A few days back, I wrote a post arguing that it didn't much matter that the Egyptian government cut off Internet and most mobile phone service in Egypt, because passionate protestors intent on bringing down the government will find a way to organize anyway. The government apparently agrees with that, as it has restored service when, as predicted, the many thousands of demonstrators didn't go away. Although several U.S. new-media companies hailed with some fanfare the workarounds they came up with to allow Egyptians to resume Tweeting, blogging, etc., the protestors did quite fine on their own while offline, thank you.
The more serious government media policy - I guess I should say alleged government policy - is allowing armed thugs to attack international reporters at the scene, even as these same thugs wade into crowds of protestors while on horseback or astride camels. The potential for ever-more serious violence is ever-present, with the Army apparently holding the balance of power. As the first groups of international travelers - many flown out of Cairo on charter flights arranged by their own national governments - are making clear, there has been plenty of violence in Egypt already. Many erstwhile tourists describe scary scenes of having to clear numerous checkpoints - some manned by government sympathizers, some by anti-government protesters, some by neighborhood vigilantes - on their way to the airport in Heliopolis.

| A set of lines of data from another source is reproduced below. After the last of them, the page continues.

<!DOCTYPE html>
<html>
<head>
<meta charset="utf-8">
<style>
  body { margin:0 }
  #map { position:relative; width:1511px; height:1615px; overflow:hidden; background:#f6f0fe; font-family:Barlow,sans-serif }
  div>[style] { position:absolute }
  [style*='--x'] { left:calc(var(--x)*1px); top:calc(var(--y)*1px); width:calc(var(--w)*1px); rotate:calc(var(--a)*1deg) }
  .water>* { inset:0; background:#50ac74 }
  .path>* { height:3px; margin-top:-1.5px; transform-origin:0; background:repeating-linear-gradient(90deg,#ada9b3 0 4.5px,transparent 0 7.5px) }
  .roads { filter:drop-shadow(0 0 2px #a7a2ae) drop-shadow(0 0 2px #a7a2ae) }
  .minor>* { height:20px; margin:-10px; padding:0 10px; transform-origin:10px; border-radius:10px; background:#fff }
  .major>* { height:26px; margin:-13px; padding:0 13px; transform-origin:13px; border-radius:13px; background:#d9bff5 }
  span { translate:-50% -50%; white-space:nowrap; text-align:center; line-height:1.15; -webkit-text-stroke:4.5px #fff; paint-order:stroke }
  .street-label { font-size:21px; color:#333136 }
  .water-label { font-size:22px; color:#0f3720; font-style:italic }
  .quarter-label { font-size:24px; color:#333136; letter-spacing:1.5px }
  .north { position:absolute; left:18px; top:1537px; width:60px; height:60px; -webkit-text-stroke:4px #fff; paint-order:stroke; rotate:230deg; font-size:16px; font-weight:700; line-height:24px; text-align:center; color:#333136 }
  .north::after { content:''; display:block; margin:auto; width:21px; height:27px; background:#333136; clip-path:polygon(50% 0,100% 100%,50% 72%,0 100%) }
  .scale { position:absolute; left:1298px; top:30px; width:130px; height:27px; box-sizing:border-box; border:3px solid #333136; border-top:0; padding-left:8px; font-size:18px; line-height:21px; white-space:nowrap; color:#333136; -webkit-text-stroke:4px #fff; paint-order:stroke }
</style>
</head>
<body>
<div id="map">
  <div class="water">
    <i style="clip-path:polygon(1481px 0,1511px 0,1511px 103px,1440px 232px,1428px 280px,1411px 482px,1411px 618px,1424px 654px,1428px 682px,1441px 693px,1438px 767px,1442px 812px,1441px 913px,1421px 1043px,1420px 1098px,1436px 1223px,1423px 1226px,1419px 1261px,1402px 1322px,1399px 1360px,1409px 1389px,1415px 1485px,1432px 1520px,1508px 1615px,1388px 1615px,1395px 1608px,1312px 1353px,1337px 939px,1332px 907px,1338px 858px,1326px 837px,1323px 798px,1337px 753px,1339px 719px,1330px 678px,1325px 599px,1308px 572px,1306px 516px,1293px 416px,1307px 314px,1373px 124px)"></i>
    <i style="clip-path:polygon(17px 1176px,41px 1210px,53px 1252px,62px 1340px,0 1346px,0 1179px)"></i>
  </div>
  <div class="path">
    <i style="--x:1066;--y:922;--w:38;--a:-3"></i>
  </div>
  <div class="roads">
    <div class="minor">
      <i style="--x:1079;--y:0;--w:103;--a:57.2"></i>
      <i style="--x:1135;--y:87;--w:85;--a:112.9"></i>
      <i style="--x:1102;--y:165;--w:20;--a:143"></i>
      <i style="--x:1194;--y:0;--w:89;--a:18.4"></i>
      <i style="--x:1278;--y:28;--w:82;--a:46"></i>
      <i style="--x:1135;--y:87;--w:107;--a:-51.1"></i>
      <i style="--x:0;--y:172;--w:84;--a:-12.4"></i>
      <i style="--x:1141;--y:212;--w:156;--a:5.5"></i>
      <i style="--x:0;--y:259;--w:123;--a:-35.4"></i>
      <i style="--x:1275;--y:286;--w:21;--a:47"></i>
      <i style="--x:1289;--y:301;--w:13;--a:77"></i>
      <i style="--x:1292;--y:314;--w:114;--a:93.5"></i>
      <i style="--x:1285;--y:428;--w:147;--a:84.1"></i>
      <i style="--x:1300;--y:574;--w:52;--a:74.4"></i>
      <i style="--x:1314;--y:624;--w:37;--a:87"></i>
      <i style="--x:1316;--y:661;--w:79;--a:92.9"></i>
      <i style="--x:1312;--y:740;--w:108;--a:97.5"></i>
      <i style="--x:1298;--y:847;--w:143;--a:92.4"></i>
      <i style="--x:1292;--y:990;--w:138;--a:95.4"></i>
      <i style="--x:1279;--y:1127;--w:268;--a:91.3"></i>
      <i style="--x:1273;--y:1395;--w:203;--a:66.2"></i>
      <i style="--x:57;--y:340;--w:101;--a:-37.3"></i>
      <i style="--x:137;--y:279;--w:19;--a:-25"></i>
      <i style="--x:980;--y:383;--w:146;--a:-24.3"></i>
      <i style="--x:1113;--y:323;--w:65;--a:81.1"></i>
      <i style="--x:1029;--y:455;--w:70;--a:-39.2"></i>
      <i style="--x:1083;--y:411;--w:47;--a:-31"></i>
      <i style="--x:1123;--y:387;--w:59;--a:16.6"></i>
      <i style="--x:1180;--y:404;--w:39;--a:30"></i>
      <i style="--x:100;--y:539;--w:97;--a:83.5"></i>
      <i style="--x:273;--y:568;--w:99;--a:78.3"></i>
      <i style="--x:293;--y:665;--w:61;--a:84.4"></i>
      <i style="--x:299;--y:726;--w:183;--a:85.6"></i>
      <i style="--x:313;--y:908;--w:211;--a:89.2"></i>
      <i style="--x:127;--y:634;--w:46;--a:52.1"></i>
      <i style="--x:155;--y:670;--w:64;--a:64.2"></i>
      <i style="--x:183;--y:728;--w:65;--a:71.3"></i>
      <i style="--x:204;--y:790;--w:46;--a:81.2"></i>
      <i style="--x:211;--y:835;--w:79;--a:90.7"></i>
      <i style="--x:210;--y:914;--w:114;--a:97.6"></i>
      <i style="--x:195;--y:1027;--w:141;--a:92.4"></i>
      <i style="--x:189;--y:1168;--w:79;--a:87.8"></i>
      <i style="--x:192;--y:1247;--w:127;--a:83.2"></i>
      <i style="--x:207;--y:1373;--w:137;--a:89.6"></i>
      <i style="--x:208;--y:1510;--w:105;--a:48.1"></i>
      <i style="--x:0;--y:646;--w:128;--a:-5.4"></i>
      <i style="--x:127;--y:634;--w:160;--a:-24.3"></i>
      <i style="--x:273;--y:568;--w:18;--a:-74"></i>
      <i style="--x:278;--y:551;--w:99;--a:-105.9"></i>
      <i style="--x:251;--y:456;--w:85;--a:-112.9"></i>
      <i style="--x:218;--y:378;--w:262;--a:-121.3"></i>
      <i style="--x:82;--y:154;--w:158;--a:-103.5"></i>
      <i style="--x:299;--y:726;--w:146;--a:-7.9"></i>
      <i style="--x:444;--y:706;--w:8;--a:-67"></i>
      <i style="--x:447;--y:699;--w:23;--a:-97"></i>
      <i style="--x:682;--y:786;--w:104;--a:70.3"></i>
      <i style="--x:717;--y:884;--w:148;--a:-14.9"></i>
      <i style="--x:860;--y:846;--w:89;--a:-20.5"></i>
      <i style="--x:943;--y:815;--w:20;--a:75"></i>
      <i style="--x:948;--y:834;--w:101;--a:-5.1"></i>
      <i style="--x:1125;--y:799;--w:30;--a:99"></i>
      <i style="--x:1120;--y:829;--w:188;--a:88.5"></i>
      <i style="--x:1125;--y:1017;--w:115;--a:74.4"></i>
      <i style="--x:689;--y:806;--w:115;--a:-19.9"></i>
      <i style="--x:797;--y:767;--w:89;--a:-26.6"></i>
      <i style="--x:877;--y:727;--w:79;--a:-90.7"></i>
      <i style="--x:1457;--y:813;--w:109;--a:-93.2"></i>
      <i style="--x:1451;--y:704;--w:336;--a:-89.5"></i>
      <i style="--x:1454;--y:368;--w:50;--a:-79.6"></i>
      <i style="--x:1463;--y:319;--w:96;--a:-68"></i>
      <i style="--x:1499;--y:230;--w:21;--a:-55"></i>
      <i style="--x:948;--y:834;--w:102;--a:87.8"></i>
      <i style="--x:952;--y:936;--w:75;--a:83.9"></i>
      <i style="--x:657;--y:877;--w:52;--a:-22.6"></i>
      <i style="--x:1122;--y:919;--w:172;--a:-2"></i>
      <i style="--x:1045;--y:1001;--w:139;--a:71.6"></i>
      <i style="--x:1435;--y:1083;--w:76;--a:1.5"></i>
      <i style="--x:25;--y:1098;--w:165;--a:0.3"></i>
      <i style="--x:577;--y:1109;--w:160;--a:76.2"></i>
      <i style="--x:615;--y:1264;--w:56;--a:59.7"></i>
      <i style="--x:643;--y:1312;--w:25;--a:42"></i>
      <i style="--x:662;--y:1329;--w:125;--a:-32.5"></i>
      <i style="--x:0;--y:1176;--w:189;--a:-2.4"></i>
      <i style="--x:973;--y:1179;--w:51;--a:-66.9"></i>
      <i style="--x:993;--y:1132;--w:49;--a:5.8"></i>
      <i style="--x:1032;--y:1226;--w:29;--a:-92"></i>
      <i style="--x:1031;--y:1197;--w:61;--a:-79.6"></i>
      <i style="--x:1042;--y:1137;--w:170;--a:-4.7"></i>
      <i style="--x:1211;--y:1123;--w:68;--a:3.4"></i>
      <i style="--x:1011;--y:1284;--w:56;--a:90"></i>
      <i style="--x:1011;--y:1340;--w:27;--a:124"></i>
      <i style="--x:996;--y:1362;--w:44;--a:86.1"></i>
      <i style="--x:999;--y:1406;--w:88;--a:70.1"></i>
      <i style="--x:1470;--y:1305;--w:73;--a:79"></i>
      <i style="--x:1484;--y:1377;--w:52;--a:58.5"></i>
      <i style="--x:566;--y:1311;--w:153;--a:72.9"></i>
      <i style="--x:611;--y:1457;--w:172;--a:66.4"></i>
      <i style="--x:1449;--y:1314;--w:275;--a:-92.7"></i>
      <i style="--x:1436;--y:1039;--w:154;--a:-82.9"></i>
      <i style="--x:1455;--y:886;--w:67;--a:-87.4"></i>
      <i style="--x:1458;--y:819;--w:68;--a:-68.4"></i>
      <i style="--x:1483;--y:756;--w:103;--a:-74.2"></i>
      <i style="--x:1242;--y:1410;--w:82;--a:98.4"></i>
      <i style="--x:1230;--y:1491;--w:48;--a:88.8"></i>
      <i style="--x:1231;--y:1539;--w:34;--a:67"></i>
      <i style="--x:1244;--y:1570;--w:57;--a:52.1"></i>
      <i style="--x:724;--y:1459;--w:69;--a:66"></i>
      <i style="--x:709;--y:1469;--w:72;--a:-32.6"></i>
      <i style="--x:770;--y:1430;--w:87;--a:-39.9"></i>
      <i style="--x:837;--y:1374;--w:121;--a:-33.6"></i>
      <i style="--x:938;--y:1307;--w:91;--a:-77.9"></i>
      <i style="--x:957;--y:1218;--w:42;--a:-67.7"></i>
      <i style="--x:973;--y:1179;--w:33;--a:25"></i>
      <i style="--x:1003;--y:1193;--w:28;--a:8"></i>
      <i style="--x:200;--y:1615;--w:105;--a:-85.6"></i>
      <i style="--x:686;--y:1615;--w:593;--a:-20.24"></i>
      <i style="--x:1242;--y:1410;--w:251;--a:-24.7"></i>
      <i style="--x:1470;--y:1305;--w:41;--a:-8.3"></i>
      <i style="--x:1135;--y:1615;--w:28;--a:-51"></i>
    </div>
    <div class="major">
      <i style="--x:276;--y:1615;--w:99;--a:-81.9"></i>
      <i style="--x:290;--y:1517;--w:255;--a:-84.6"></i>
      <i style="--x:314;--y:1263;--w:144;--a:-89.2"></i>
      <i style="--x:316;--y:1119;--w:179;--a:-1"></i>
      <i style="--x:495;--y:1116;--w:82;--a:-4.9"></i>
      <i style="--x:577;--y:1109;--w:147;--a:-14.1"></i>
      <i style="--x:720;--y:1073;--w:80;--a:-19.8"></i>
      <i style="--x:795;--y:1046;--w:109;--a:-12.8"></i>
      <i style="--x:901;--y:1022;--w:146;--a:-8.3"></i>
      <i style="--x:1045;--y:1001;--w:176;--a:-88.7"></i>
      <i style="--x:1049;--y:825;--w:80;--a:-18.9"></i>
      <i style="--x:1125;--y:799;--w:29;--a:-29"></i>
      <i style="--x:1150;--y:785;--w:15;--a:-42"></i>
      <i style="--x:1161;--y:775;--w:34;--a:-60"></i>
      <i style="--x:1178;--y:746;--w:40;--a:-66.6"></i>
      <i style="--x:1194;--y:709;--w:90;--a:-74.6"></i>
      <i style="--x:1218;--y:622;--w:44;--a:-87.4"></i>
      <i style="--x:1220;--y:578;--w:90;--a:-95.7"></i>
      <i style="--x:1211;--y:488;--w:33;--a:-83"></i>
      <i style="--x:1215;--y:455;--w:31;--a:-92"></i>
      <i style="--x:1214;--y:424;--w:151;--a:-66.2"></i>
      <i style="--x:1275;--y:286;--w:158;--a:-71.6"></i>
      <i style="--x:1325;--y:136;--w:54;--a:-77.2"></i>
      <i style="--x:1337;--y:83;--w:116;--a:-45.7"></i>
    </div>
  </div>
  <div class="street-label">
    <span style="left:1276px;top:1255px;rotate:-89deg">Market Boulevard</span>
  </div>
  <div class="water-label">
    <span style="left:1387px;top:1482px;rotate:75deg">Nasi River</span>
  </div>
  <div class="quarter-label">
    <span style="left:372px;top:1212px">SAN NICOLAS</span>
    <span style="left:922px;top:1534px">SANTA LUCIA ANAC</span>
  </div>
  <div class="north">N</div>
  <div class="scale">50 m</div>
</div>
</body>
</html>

Some of these trips took hours - only to be followed by many more hours spent trying to catch a commercial or chartered flight out of the country. News reports say as many as 18,000 people have been massed in Cairo International Airport. I have been in that airport. It's a nice airport -big, with the 2009 addition of a gorgeous new international terminal - but not big enough to comfortably hold that many would-be passengers. With the situation on the ground changing by the hour, travelers who haven't left are at times keeping to their hotels. Fairmont Hotels and Ressorts, with two properties in Cairo, is a leading hotelier there. Having stayed in the downtown Cairo property and the Heliopolis property, I hope to never see scenes of chaos there.
No one - traveler or local - knows how any of this will play out. One big unknown is when tourism will return to a semblance of normality in this antiquities-rich country. One thing's for sure, though: If hardline Islamicists win the day, the young anti-Mubarak demonstrators - many of them women, most of them passionately pro-democracy - will find precious little democracy in Egypt's future. They will be among the first people to be supressed.